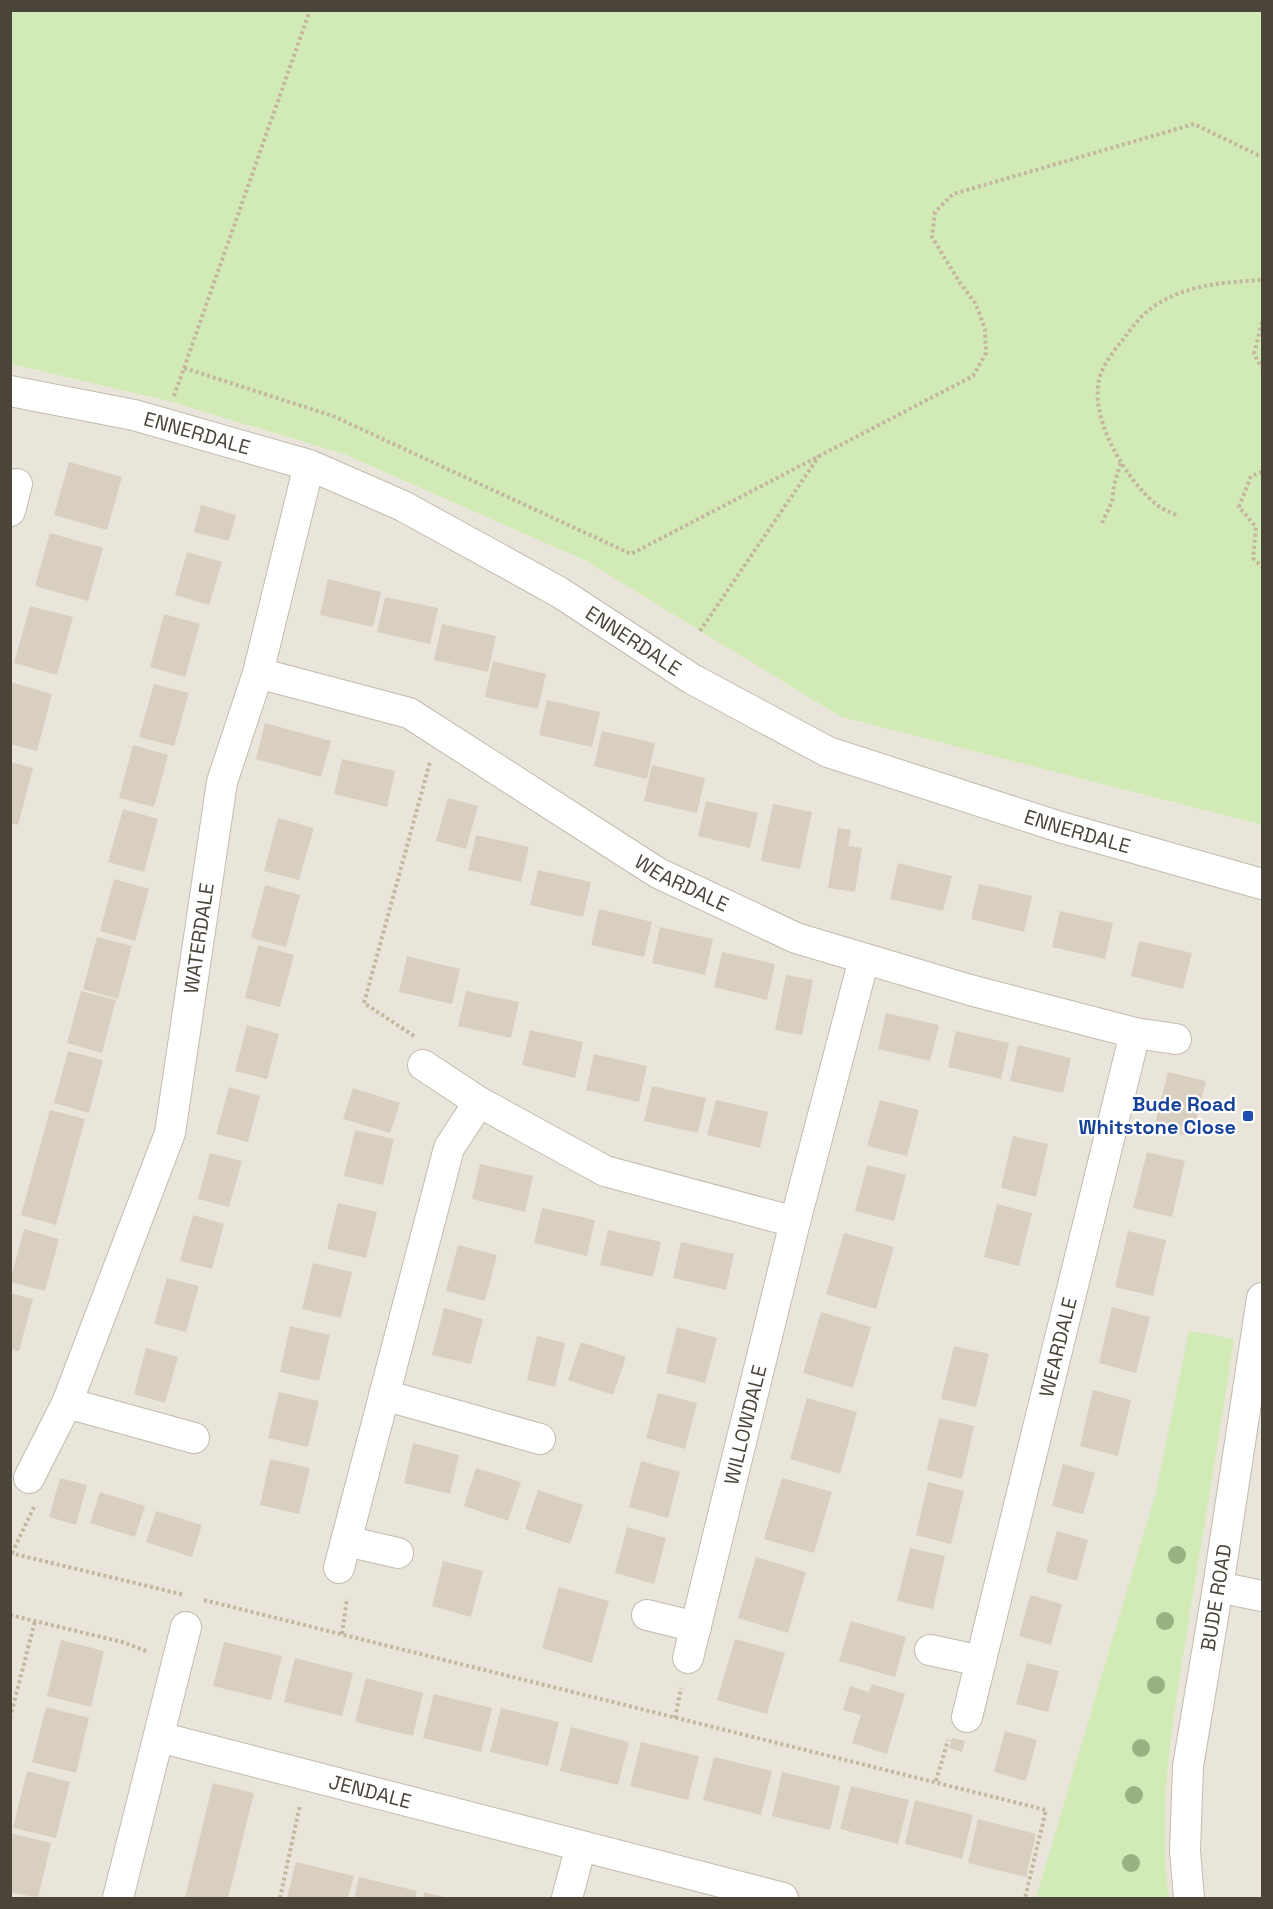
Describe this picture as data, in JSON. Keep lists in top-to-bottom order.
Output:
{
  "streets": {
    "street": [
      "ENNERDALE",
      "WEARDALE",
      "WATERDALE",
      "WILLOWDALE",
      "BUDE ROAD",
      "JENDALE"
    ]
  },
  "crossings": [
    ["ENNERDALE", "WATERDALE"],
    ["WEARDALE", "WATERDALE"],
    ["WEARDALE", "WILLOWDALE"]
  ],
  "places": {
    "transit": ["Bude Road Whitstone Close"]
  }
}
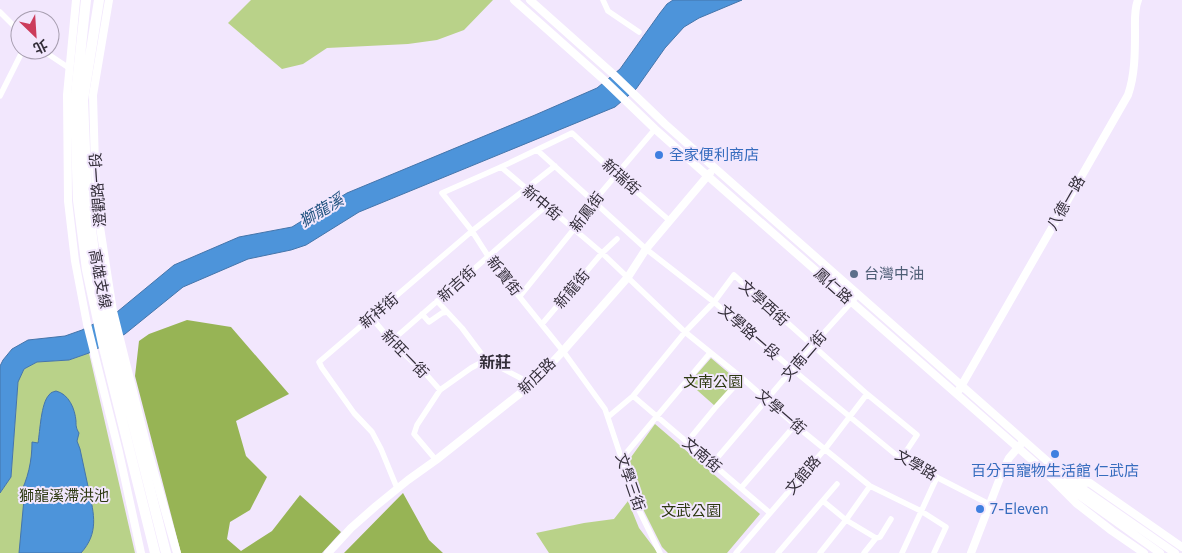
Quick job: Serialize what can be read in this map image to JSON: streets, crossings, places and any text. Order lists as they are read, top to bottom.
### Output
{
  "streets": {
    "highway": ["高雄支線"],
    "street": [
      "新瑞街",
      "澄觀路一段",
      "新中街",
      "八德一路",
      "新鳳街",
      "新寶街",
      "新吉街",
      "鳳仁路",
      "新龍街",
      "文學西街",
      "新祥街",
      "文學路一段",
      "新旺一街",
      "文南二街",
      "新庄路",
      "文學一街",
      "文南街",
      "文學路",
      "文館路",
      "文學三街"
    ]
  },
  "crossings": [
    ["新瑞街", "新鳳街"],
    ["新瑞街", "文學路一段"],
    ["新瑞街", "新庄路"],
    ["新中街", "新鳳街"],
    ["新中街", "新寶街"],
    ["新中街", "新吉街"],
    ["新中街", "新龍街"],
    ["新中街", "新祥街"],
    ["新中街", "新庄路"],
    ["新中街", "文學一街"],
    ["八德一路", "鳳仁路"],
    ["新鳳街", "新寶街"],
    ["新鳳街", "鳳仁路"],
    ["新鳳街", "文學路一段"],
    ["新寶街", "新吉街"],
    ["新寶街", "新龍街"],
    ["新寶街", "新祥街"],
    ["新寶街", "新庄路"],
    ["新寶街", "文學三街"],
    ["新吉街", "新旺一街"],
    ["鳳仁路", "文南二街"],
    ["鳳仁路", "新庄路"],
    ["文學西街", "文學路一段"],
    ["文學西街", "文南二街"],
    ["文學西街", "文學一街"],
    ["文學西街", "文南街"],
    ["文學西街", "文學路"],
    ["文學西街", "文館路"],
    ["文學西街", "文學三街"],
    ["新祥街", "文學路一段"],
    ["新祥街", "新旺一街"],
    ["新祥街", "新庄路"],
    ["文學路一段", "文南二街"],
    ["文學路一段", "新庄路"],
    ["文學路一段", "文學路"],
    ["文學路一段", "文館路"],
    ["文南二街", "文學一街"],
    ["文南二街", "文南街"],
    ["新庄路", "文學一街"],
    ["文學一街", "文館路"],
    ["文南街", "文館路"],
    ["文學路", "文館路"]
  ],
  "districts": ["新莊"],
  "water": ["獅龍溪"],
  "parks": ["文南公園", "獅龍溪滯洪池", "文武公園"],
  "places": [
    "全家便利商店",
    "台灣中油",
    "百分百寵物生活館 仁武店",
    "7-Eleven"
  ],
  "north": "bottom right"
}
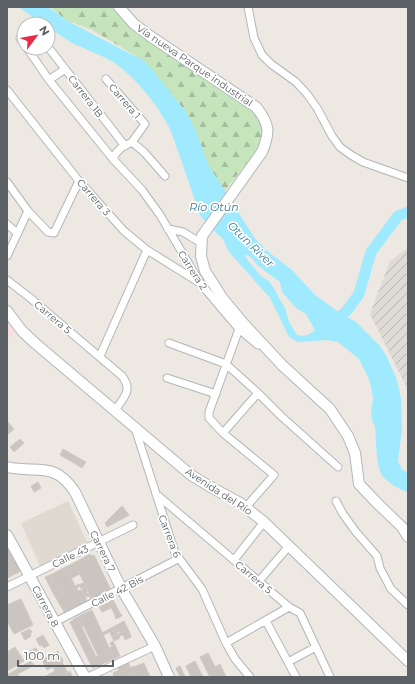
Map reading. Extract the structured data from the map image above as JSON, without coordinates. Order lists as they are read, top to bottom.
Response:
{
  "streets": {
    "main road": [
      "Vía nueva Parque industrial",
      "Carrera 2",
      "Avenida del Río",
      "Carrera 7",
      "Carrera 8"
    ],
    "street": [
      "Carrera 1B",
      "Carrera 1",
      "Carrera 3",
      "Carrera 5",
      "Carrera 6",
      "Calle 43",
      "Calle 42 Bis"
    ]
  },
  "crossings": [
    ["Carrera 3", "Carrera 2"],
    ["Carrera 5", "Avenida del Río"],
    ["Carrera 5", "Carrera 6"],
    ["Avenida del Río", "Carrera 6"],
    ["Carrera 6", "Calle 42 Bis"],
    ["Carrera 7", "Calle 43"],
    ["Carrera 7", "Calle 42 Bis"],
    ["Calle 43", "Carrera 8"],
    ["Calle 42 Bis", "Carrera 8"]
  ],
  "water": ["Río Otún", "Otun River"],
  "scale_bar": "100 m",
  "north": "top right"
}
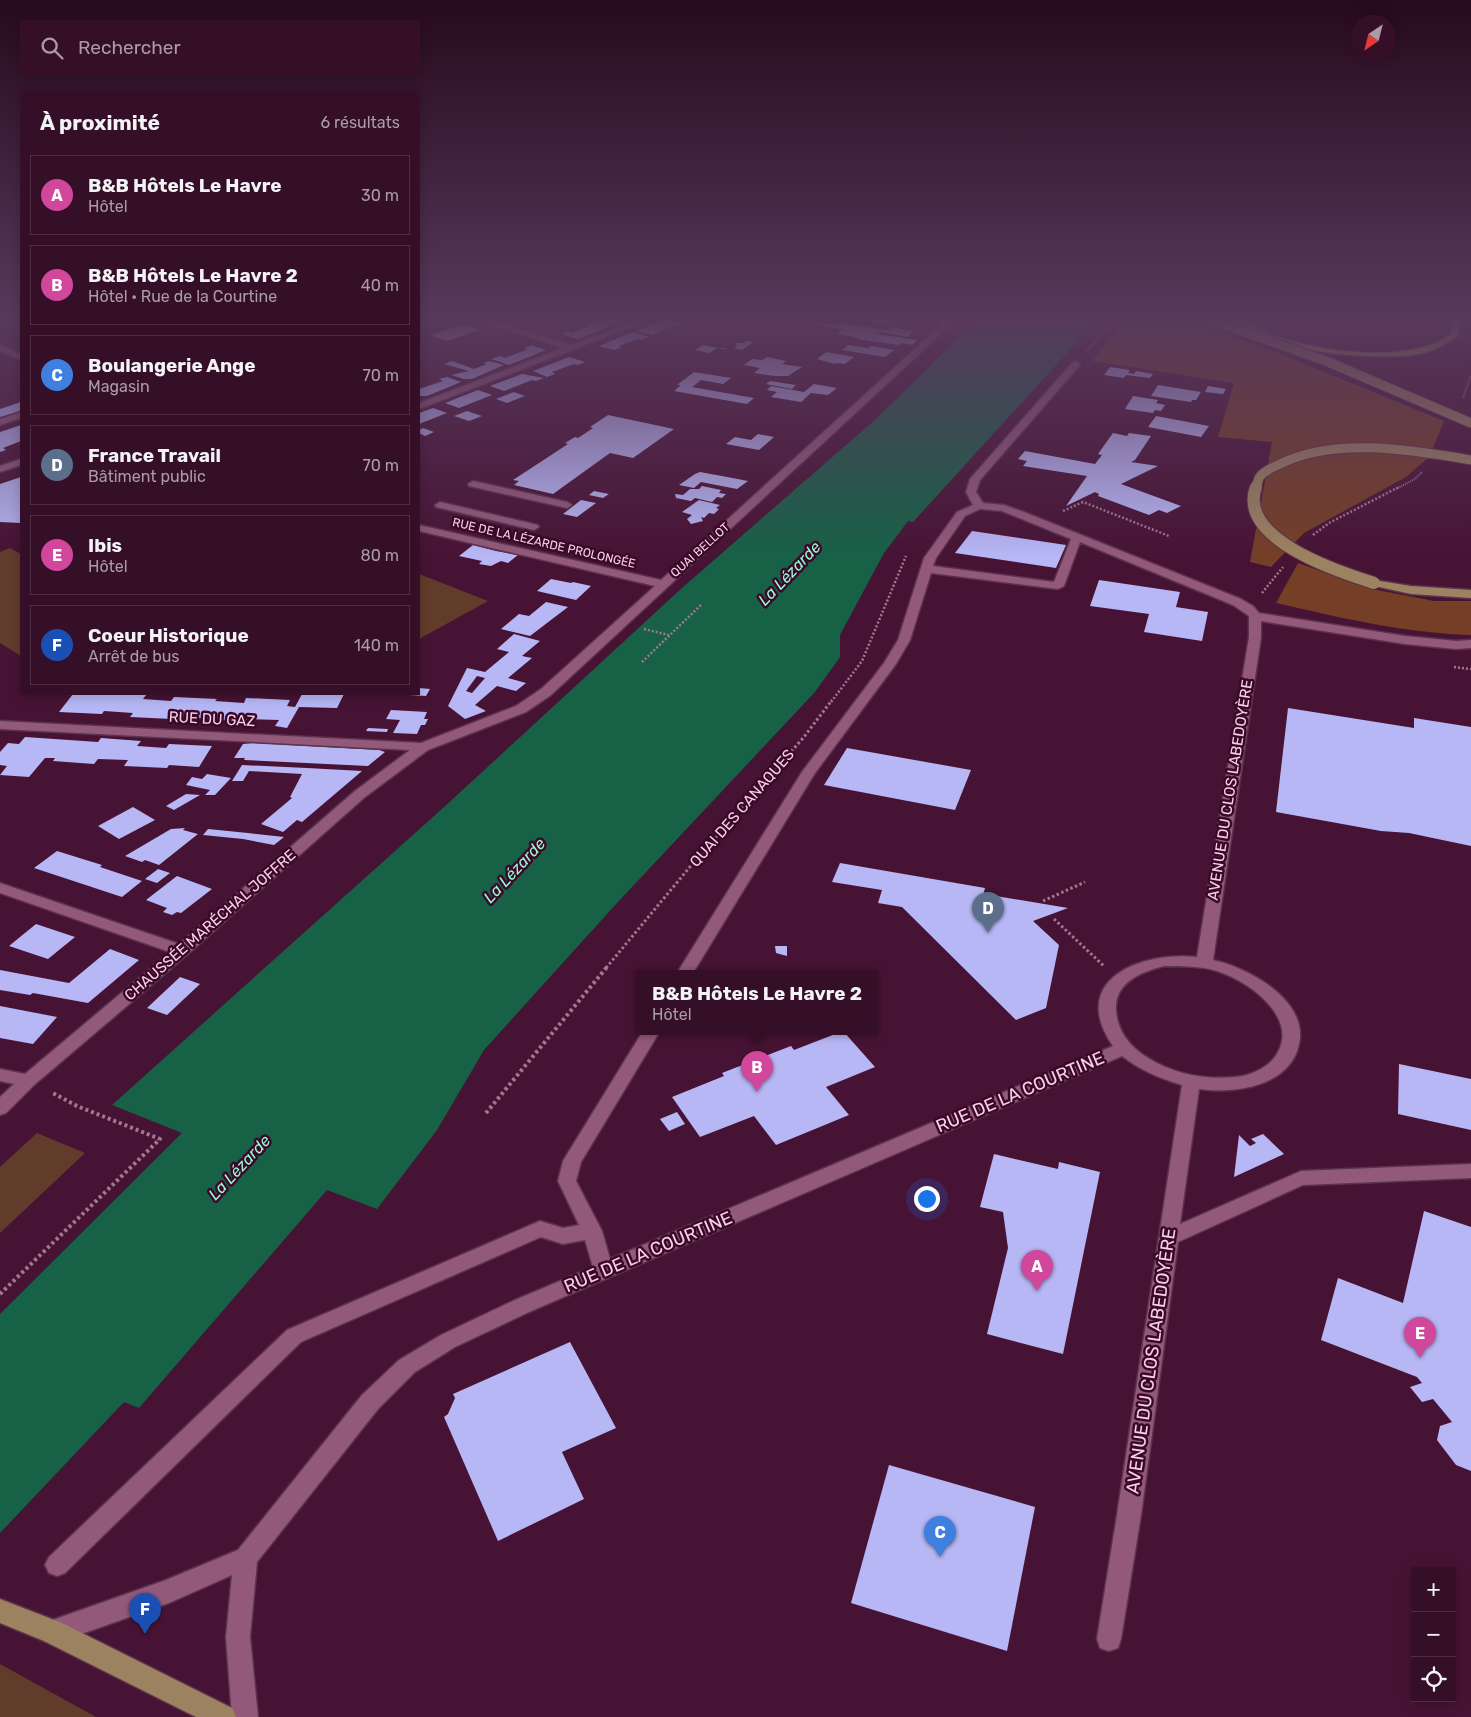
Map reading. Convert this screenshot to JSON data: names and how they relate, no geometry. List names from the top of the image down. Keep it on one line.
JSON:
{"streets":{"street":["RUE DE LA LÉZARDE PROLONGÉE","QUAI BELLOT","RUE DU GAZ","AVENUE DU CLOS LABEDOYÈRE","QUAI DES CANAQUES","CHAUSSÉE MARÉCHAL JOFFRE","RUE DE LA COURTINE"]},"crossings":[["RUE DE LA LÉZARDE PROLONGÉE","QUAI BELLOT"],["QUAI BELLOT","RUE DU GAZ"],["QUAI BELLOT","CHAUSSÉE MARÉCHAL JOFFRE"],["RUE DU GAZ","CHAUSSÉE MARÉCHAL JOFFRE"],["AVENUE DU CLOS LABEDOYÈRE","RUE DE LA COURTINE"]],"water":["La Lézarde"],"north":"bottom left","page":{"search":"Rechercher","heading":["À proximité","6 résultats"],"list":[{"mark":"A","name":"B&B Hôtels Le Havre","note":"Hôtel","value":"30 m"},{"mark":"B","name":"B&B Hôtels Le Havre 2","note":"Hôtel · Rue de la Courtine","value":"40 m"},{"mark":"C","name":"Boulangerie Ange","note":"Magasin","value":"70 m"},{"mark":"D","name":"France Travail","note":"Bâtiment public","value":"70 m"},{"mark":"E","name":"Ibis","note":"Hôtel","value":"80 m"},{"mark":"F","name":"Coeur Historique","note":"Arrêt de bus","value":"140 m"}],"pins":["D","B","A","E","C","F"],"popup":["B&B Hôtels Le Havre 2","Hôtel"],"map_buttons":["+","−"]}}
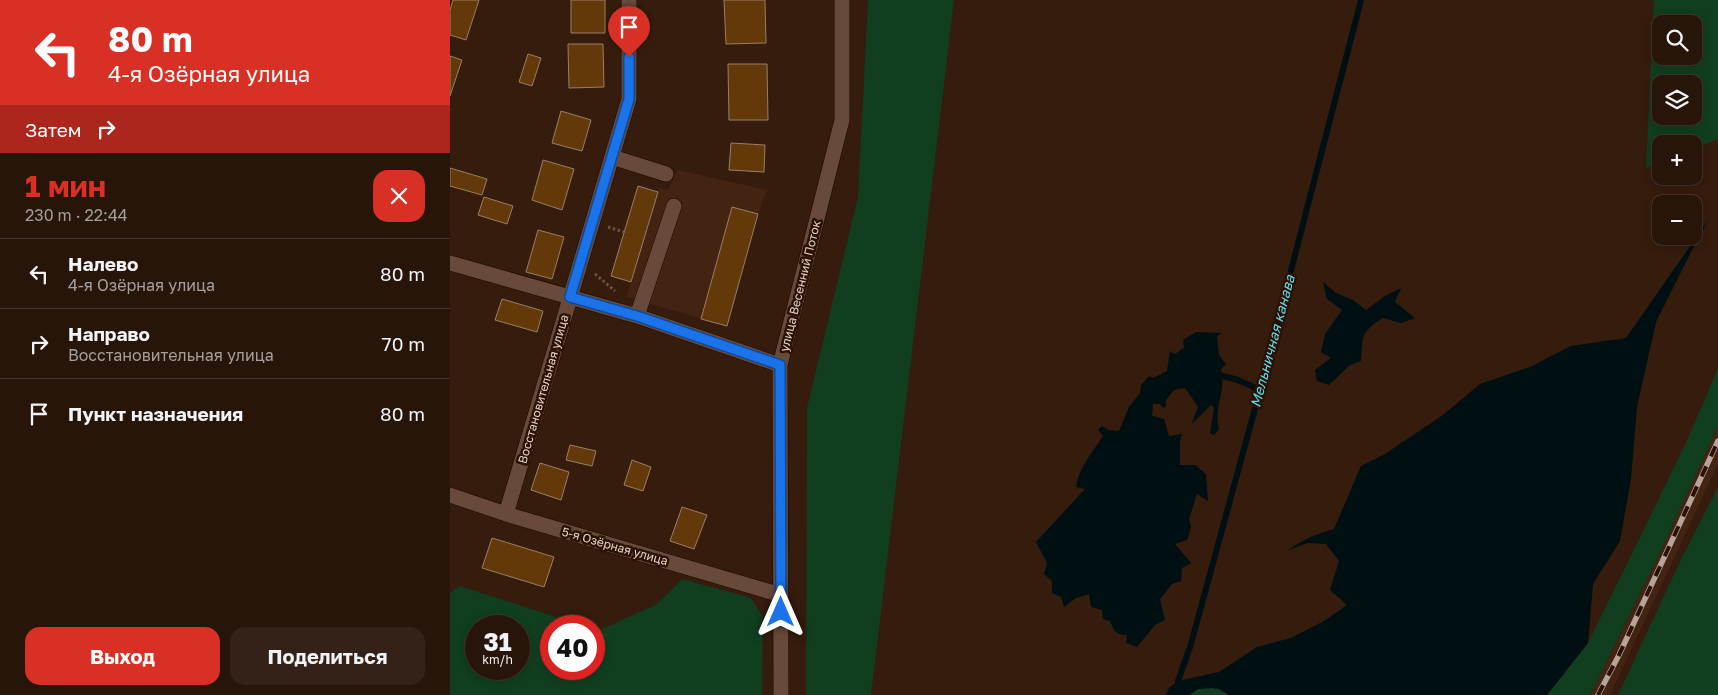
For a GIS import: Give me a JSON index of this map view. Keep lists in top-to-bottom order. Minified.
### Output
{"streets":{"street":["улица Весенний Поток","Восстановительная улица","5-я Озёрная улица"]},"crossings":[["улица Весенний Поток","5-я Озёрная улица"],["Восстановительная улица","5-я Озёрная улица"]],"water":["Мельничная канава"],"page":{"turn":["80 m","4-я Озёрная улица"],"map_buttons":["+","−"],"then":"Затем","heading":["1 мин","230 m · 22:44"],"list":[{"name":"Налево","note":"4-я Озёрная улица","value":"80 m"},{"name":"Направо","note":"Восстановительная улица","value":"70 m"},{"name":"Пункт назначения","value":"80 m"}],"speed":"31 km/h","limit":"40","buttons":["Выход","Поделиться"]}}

**Try it**
Starting at the line above that has "Map reading. Convert" and ending at the line that has "For a GIS import: Give", copy each line exactly, leaving the pictures out and adding nothing.

**Problem solution**
Map reading. Convert this screenshot to JSON data: names and how they relate, no geometry. List names from the top of the image down. Keep it on one line.
JSON:
{"streets":{"street":["RUE DE LA LÉZARDE PROLONGÉE","QUAI BELLOT","RUE DU GAZ","AVENUE DU CLOS LABEDOYÈRE","QUAI DES CANAQUES","CHAUSSÉE MARÉCHAL JOFFRE","RUE DE LA COURTINE"]},"crossings":[["RUE DE LA LÉZARDE PROLONGÉE","QUAI BELLOT"],["QUAI BELLOT","RUE DU GAZ"],["QUAI BELLOT","CHAUSSÉE MARÉCHAL JOFFRE"],["RUE DU GAZ","CHAUSSÉE MARÉCHAL JOFFRE"],["AVENUE DU CLOS LABEDOYÈRE","RUE DE LA COURTINE"]],"water":["La Lézarde"],"north":"bottom left","page":{"search":"Rechercher","heading":["À proximité","6 résultats"],"list":[{"mark":"A","name":"B&B Hôtels Le Havre","note":"Hôtel","value":"30 m"},{"mark":"B","name":"B&B Hôtels Le Havre 2","note":"Hôtel · Rue de la Courtine","value":"40 m"},{"mark":"C","name":"Boulangerie Ange","note":"Magasin","value":"70 m"},{"mark":"D","name":"France Travail","note":"Bâtiment public","value":"70 m"},{"mark":"E","name":"Ibis","note":"Hôtel","value":"80 m"},{"mark":"F","name":"Coeur Historique","note":"Arrêt de bus","value":"140 m"}],"pins":["D","B","A","E","C","F"],"popup":["B&B Hôtels Le Havre 2","Hôtel"],"map_buttons":["+","−"]}}
For a GIS import: Give me a JSON index of this map view. Keep lists in top-to-bottom order. Minified.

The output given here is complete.